Forse anche per questo Gregorio aveva abbandonato l’idea di avere un figlio, perché in qualche modo l’aveva trovato in lui e senza le naturali complicazioni di avere vicino una donna. Il loro rapporto era andato crescendo anche se avevano mantenuto sempre un certo distacco.
«Ecco. Siamo arrivati.»
Le pale del motore cominciarono a rallentare mentre i pattini toccavano terra affondando nella neve. Non fecero in tempo a scendere dall’elicottero che un vecchio indiano gli venne incontro.
«Ben arrivati! Com’è andato il viaggio?»
«Benissimo, grazie.»
«Immagino che vorrete riposare un po’… Ci sono due tende tutte per voi. Dentro troverete anche del materiale nuovo per stare più caldi, come mi avete chiesto.

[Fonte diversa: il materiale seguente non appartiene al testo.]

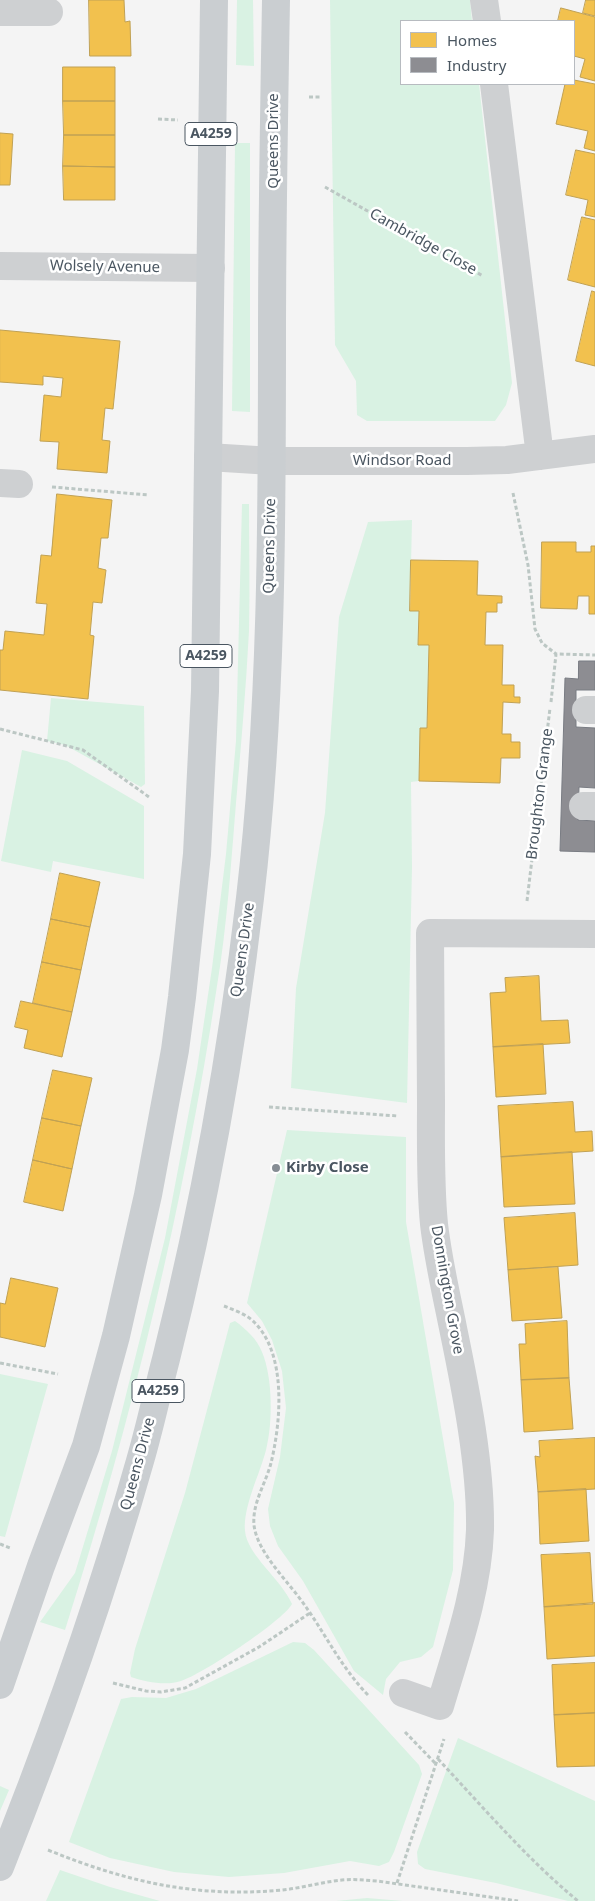 <!DOCTYPE html>
<html>
<head>
<meta charset="utf-8">
<style>
  body { margin:0 }
  #map { position:relative; width:595px; height:1901px; overflow:hidden; background:#f4f4f4; font-family:"Noto Sans",sans-serif }
  canvas { display:block }
  .legend { position:absolute; left:400px; top:20px; width:175px; height:65px; box-sizing:border-box; background:#fff; border:1px solid #b7bbc0; margin:0; padding:6px 9px; list-style:none; font-size:15px; color:#4a5661 }
  .legend li { display:flex; align-items:center; gap:10px; height:25px }
  .legend b { width:25px; border:1px solid #b7bbc0 }
</style>
</head>
<body>
<div id="map">
<canvas width="595" height="1901"></canvas>
<ul class="legend">
<li><b style="height:14px;background:#f2c14e"></b>Homes</li>
<li><b style="height:14px;background:#8d8d92"></b>Industry</li>
</ul>
</div>
<script>
const ctx = document.querySelector('canvas').getContext('2d');
ctx.lineJoin = 'round';
function fill(path, color) {
  ctx.fillStyle = color;
  ctx.fill(path, 'evenodd');
}
function strokePath(path, color, width, dash) {
  ctx.strokeStyle = color;
  ctx.lineWidth = width;
  ctx.lineCap = dash ? 'butt' : 'round';
  ctx.setLineDash(dash || []);
  ctx.stroke(path);
}
function write(font, color, halo, rows, align = 'center') {
  ctx.font = font + ' "Noto Sans",sans-serif';
  ctx.lineWidth = 5;
  ctx.setLineDash([]);
  ctx.textBaseline = 'middle';
  ctx.strokeStyle = halo;
  ctx.fillStyle = color;
  for (const [text, x, y, turn = 0] of rows) {
    ctx.save();
    ctx.translate(x, y);
    ctx.rotate((+turn || 0) * Math.PI / 180);
    ctx.textAlign = isNaN(turn) ? turn : align;
    if (halo) ctx.strokeText(text, 0, 0);
    ctx.fillText(text, 0, 0);
    ctx.restore();
  }
}
fill(new Path2D(`
  M237,0H253L254,66L236,65Z
  M330,0H470L472,21H401V84H479L512,383L506,405L495,421H367L357,415L356,381L335,345Z
  M235,143H250V412L232,411Z
  M242,504H249C249,546 250,589 249,631C246,688 241,746 236,803C231,864 227,926 217,986C184,1205 132,1420 65,1630L40,1622L75,1573L112,1451L165,1238L197,1069L212,968L226,854L236,741Z
  M412,520L410,611H419L418,645H429L427,728H420L419,781L411,782L412,867L407,1103L291,1088L296,988L325,813L339,617L368,522Z
  M51,698L144,706L145,784L141,787L65,745L47,741Z
  M22,750L67,761L144,806V879L53,861L51,872L1,861Z
  M287,1130L406,1137V1222L454,1503L453,1570L433,1647L421,1657L400,1662L386,1679L383,1695L354,1671L303,1581L278,1546L270,1526L268,1509L280,1457L286,1408L282,1371L272,1340L262,1321L247,1303Z
  M235,1321C246,1329 257,1339 262,1352C273,1378 273,1423 266,1450C260,1474 243,1506 245,1531C247,1555 282,1580 292,1604C283,1621 201,1675 181,1681C166,1686 146,1682 131,1677L130,1673L135,1649L185,1493L230,1323Z
  M0,1374L48,1384L5,1537L0,1536Z
  M293,1642L305,1643L314,1650L419,1765L422,1774L394,1852L389,1862L379,1866L350,1861L284,1873L229,1877L174,1872L110,1858L69,1842L121,1699L132,1697L166,1698L196,1689Z
  M458,1738L595,1801V1901H568L496,1883L425,1869L418,1864L417,1852Z
  M0,1786L9,1790L0,1811Z
  M60,1870L110,1887L160,1901H46Z
  M367,1898L403,1901H336Z`), '#d9f2e3');
const homes = new Path2D(`
  M89,0H124L125,22L130,21L131,56H90Z
  M586,0H595V16L583,13Z
  M561,8L595,17V81L580,77L585,59L574,56V21H558Z
  M63,67H115V101H63Z
  M574,80L595,84V151L584,148L588,131L556,124L565,84H574Z
  M63,101H115V135H64Z
  M0,133L13,134L10,185H0Z
  M64,135H115V167L63,166Z
  M576,150L595,154V217L585,215L588,200L566,195Z
  M63,166L115,167V200H64Z
  M582,217L595,220V287L568,280Z
  M592,291L595,292V366L576,361Z
  M0,330L120,341L113,409L105,408L102,440L110,441L107,473L57,469L59,442L40,441L44,395L61,397L63,378L43,376V385L0,382Z
  M57,494L112,500L108,538H101L98,568L106,570L102,603L93,602L90,635L94,636L88,699L0,690V650H3L5,631L44,635L47,604L36,603L41,555L51,556Z
  M542,542H576V552H591V546H595V614H589V596H578L577,609L541,608Z
  M411,560L478,561L477,595L502,596V603H497V612H486L485,645H503L502,685H514V697H520V703L503,702L502,734H511V742H520V758H501L500,783L419,781L420,728H427L429,645H418L419,611H410Z
  M60,873L100,882L90,927L51,919Z
  M51,919L90,927L81,970L42,962Z
  M42,962L81,970L72,1012L33,1003Z
  M539,976L541,1021L568,1020L570,1043L493,1047L490,993L506,992L505,978Z
  M21,1001L72,1012L62,1057L24,1048L28,1030L15,1027Z
  M543,1044L546,1094L496,1097L493,1047Z
  M53,1070L92,1078L81,1126L42,1118Z
  M573,1102L575,1132L592,1131L593,1151L501,1157L498,1106Z
  M42,1118L81,1126L72,1169L33,1160Z
  M572,1152L575,1204L504,1207L501,1157Z
  M33,1160L72,1169L63,1211L24,1202Z
  M575,1213L578,1265L508,1270L504,1218Z
  M558,1267L562,1318L512,1321L508,1270Z
  M11,1278L58,1288L45,1347L0,1337V1303L5,1304Z
  M567,1321L569,1378L521,1380L519,1344H526L525,1324Z
  M569,1378L573,1429L524,1432L521,1380Z
  M595,1438V1489L538,1492L535,1456L540,1457L539,1441Z
  M586,1489L589,1541L540,1544L538,1492Z
  M590,1553L593,1604L544,1607L541,1555Z
  M595,1603V1656L547,1659L544,1607Z
  M595,1663V1713L554,1715L552,1665Z
  M595,1713V1766L557,1767L554,1715Z`);
fill(homes, '#f2c14e');
strokePath(homes, '#c0a154', 1);
const industry = new Path2D(`
  M579,661H595V690H576V727L595,728V788L579,787L578,820L595,821V852L560,851L565,678L578,679Z`);
fill(industry, '#8d8d92');
strokePath(industry, '#797c83', 1);
strokePath(new Path2D(`
  M309,97H321
  M158,119L178,120
  M325,187L483,276
  M52,487L149,495
  M513,493L528,565L535,629L542,643L556,654
  M551,702L556,654L595,655
  M0,729L83,750L149,797
  M527,901L550,708
  M269,1107L398,1116
  M224,1306C234,1310 246,1314 254,1322C287,1354 281,1422 271,1463C266,1483 252,1503 254,1525C257,1553 290,1583 306,1607C327,1637 343,1670 369,1696
  M0,1363L58,1374
  M0,1544L10,1548
  M113,1683L146,1691L161,1692L185,1688L259,1647L310,1613
  M405,1732L436,1764
  M438,1759C483,1807 527,1859 578,1901
  M48,1850C127,1882 196,1898 282,1890C302,1888 322,1882 342,1880C354,1879 365,1880 377,1881L518,1901
  M397,1883L444,1739`), '#bcc7c4', 3, [4, 2.5]);
strokePath(new Path2D(`
  M484,0L487,21
  M0,12H49
  M494,84L540,456
  M0,266L211,268
  M208,457L272,461H467L507,460L595,449
  M0,483L19,484
  M586,710H595
  M583,806H595
  M403,1693L440,1706C457,1649 478,1590 480,1530C481,1466 466,1391 453,1328C446,1293 438,1259 434,1224C430,1183 431,1143 431,1102C431,1046 430,989 430,933L595,934`), '#ced0d2', 28);
strokePath(new Path2D(`
  M0,1685L41,1566L86,1446L116,1336L148,1195L175,1050L182,997L197,854L205,691L214,0
  M0,1867C53,1734 101,1599 140,1461C150,1427 157,1393 166,1359C204,1207 232,1053 250,898C272,711 272,522 272,335C272,223 274,112 276,0`), '#caced1', 28);
for (const [x, y, r, color] of [
  [276,1168,5,"#868d94"]
]) {
  const dot = new Path2D();
  dot.arc(x, y, r, 0, 2 * Math.PI);
  ctx.fillStyle = color;
  ctx.fill(dot);
  strokePath(dot, '#fff', 2);
}
for (const [x, y, w] of [
  [211,134,52],
  [206,656,52],
  [158,1391,52]
]) {
  const box = new Path2D();
  box.roundRect(x - w / 2, y - 11.5, w, 23, 4);
  ctx.fillStyle = '#fff';
  ctx.fill(box);
  strokePath(box, '#4a5661', 1);
}
write('bold 14px', '#4a5661', null, [
  ["A4259",211,134],
  ["A4259",206,656],
  ["A4259",158,1391]
]);
write('15px', '#4a5661', '#fff', [
  ["Queens Drive",274,141,-90],
  ["Cambridge Close",423,242,29],
  ["Wolsely Avenue",105,267,1],
  ["Windsor Road",402,461],
  ["Queens Drive",270,546,-89],
  ["Broughton Grange",540,794,-83],
  ["Queens Drive",243,950,-82],
  ["Donnington Grove",447,1290,80],
  ["Queens Drive",138,1464,-75]
]);
write('bold 15px', '#4a5661', '#fff', [
  ["Kirby Close",286,1168]
], 'left');
</script>
</body>
</html>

Vi ho fatto prendere giubbotti in pile e microfibra. Andate pure, io vi aspetterò qui fuori.»
Tancredi guardò Gregorio e gli sorrise. Savini aveva pensato proprio a tutto, nei minimi particolari e in pochissimo tempo. Un uomo così era di un valore unico.
“Sono stato fortunato” pensò e scomparve nella sua tenda. Quando più tardi uscì, Gregorio e l’indiano erano già pronti. Montarono tutti e tre sulla jeep e salirono sulla montagna per le strette strade del monte.
«Io sono Peckin Puà. O almeno così mi chiamano da queste parti. Il mio vero nome è molto più lungo e molto più difficile ma è inutile che ve lo dica perché ormai mi sono talmente abituato a questo che, se mi chiamaste con l’altro, forse neanche mi girerei… Ah ah.» E rise da solo con una risata un po’ goffa che alla fine inciampò in un colpo di tosse, facendo intuire in qualche modo il vizio del fumo. Del tutto assente, invece, il senso dell’umorismo.